Python wrapper for peps.cnes.fr.
- Python 3
- pip3
pip3 install -U peps
Basic example
# -*- coding: utf-8 -*-
import peps
results = peps.find_products(nb_resultats_max=2)
print(results)
Example output :
id : ca025549-2a12-51bc-bac8-301dafdf2f6b, title : S3A_OL_2_LFR____20181012T063955_20181012T064255_20181012T081800_0179_036_362_3960_SVL_O_NR_002, collection
: S3, acquisition_date : 2018-10-12T06:39:54.756Z, platform : S3A, instrument : OLCI, sensor_mode : Earth Observation, absolute_orbit_number : 13810, relative_orbit_number : 362, orbit_direction : descending, resource_size : 83453508, publication_date : 2018-10-12T08:41:34.476Z, cloud_cover : 0, ingestion_date :
2018-10-12T08:39:11.296Z, product_type : OL_2_LFR___, processing_level : LEVEL2, snow_cover : None, storage_mode : disk, tile_id : , country : , continent : ,
id : 601054bd-0ce9-555f-8cc5-5500ca9eb4d4, title : S3A_OL_2_LFR____20181012T063655_20181012T063955_20181012T081807_0179_036_362_3780_SVL_O_NR_002, collection
: S3, acquisition_date : 2018-10-12T06:36:54.756Z, platform : S3A, instrument : OLCI, sensor_mode : Earth Observation, absolute_orbit_number : 13810, relative_orbit_number : 362, orbit_direction : descending, resource_size : 83158262, publication_date : 2018-10-12T08:39:50.975Z, cloud_cover : 0, ingestion_date :
2018-10-12T08:38:25.728Z, product_type : OL_2_LFR___, processing_level : LEVEL2, snow_cover : None, storage_mode : disk, tile_id : , country : Afrique Du Sud, continent : Afrique,
Extract specific info to CSV format :
# -*- coding: utf-8 -*-
import peps
results = peps.find_products(collection="S2ST", nb_resultats_max=10)
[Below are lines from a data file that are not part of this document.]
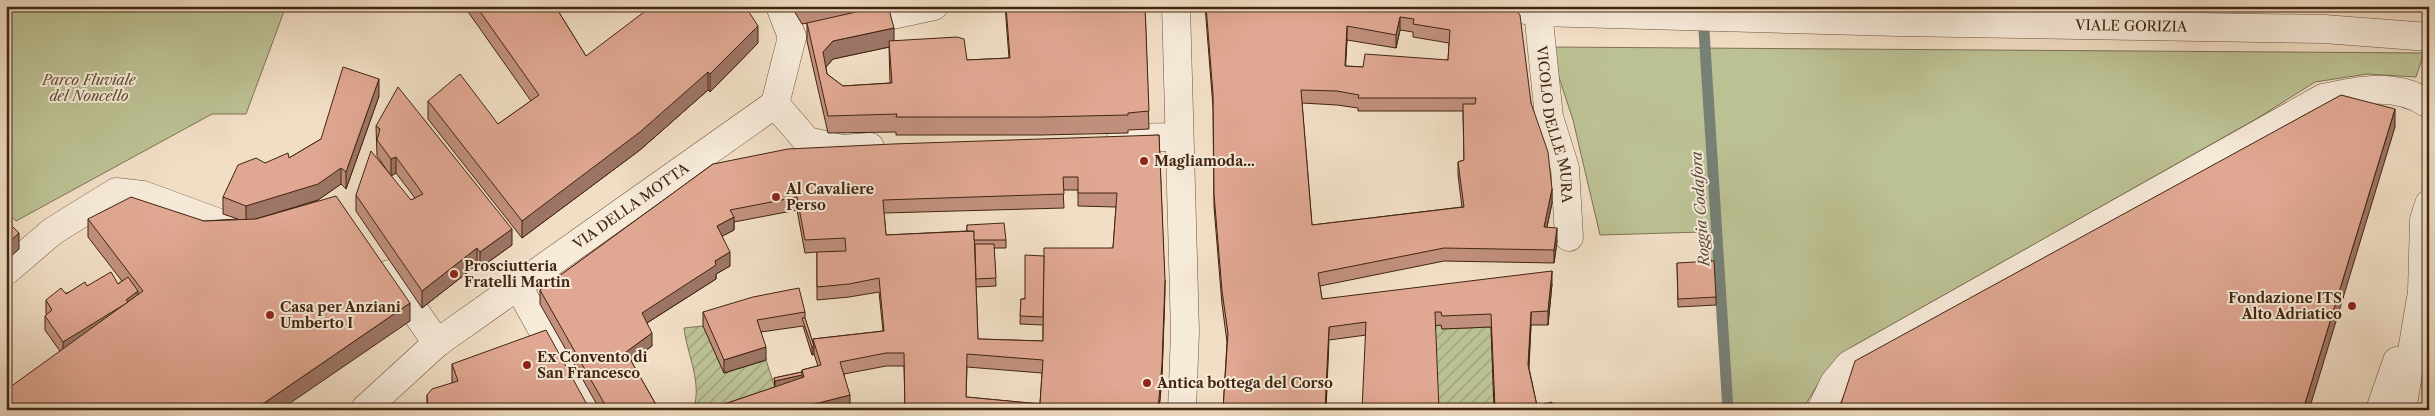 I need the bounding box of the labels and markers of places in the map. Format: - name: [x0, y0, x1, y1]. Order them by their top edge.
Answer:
- place label: Magliamoda...: [1154, 152, 1255, 170]
- marker: Magliamoda...: [1138, 155, 1150, 167]
- place label: Al Cavaliere Perso: [785, 180, 874, 214]
- marker: Al Cavaliere Perso: [770, 191, 782, 203]
- place label: Prosciutteria Fratelli Martin: [464, 257, 571, 291]
- marker: Prosciutteria Fratelli Martin: [448, 268, 460, 280]
- place label: Fondazione ITS Alto Adriatico: [2228, 289, 2342, 323]
- place label: Casa per Anziani Umberto I: [280, 298, 401, 332]
- marker: Fondazione ITS Alto Adriatico: [2346, 300, 2358, 312]
- marker: Casa per Anziani Umberto I: [264, 309, 276, 321]
- place label: Ex Convento di San Francesco: [537, 348, 647, 382]
- marker: Ex Convento di San Francesco: [521, 359, 533, 371]
- place label: Antica bottega del Corso: [1156, 374, 1333, 392]
- marker: Antica bottega del Corso: [1141, 377, 1153, 389]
print("platform, tile_id, title, acquisition_date")
for result in results:
print(",".join([result.platform, result.tile_id, result.title, result.acquisition_date]))
Example output :
platform, tile_id, title, acquisition_date
S2A,46WFB,S2A_MSIL1C_20181012T052741_N0206_R105_T46WFB_20181012T063644,2018-10-12T05:27:41.024Z
S2A,47WMR,S2A_MSIL1C_20181012T052741_N0206_R105_T47WMR_20181012T063644,2018-10-12T05:27:41.024Z
S2A,48WWE,S2A_MSIL1C_20181012T052741_N0206_R105_T48WWE_20181012T063644,2018-10-12T05:27:41.024Z
S2A,47WMS,S2A_MSIL1C_20181012T052741_N0206_R105_T47WMS_20181012T063644,2018-10-12T05:27:41.024Z
S2A,49WDV,S2A_MSIL1C_20181012T052741_N0206_R105_T49WDV_20181012T063644,2018-10-12T05:27:41.024Z
S2A,46WFC,S2A_MSIL1C_20181012T052741_N0206_R105_T46WFC_20181012T063644,2018-10-12T05:27:41.024Z
S2A,47WNQ,S2A_MSIL1C_20181012T052741_N0206_R105_T47WNQ_20181012T063644,2018-10-12T05:27:41.024Z
S2A,47WNR,S2A_MSIL1C_20181012T052741_N0206_R105_T47WNR_20181012T063644,2018-10-12T05:27:41.024Z
S2A,46WED,S2A_MSIL1C_20181012T052741_N0206_R105_T46WED_20181012T063644,2018-10-12T05:27:41.024Z
S2A,47XPA,S2A_MSIL1C_20181012T052741_N0206_R105_T47XPA_20181012T063644,2018-10-12T05:27:41.024Z
- Add multithreading?
- Publish package to pypi
- Calculate center of polygon and extract it for Kibana (geo_point), with shapely package
- Add other search parameters : instrument, platform, level, product, sensor_mode, nrt, orbit (min, max, ascending/descending, location, keywords, area of interest)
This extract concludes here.